= What you are asked to do =
Report back every line from the entries below in which the word "names" occurs.

= Records shown =
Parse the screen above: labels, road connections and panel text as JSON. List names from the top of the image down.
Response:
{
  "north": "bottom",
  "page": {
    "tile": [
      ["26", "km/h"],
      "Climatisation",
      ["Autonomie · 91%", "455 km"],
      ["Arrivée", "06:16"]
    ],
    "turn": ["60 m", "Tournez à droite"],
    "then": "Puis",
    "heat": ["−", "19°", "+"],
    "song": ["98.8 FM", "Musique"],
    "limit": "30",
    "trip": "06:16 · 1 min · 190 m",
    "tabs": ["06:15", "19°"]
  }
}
==
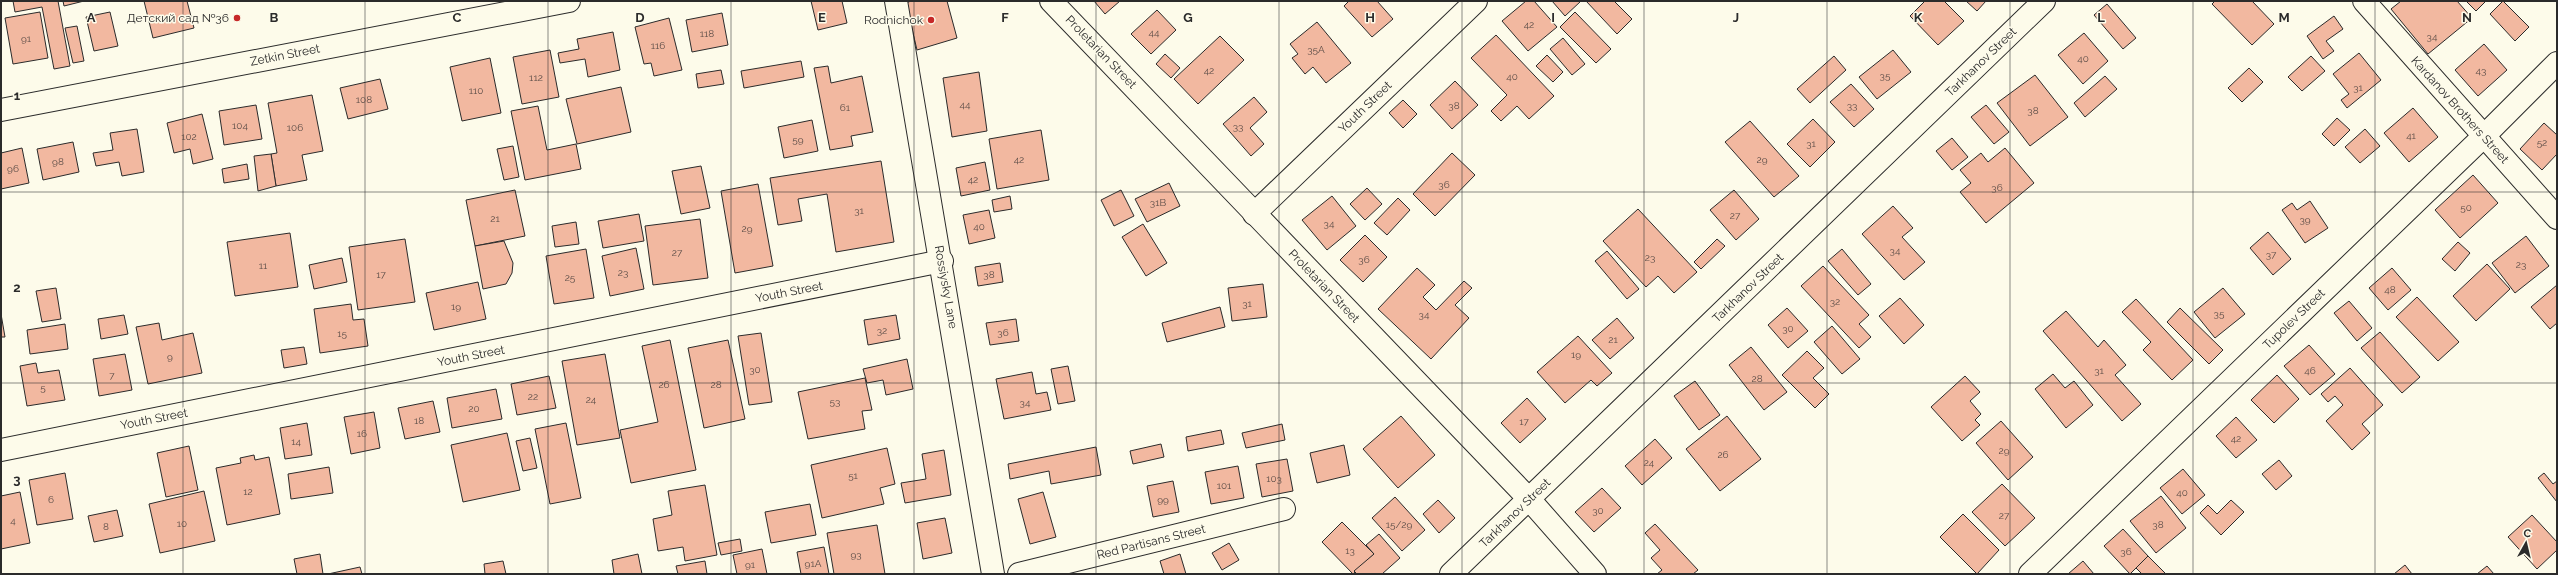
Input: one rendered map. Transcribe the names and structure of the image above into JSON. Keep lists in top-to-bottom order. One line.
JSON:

= Output below =
Parse the screen above: labels, road connections and panel text as JSON. List names from the top of the image down.
Input: one rendered map. Transcribe the names and structure of the image above into JSON. Keep lists in top-to-bottom order. One line.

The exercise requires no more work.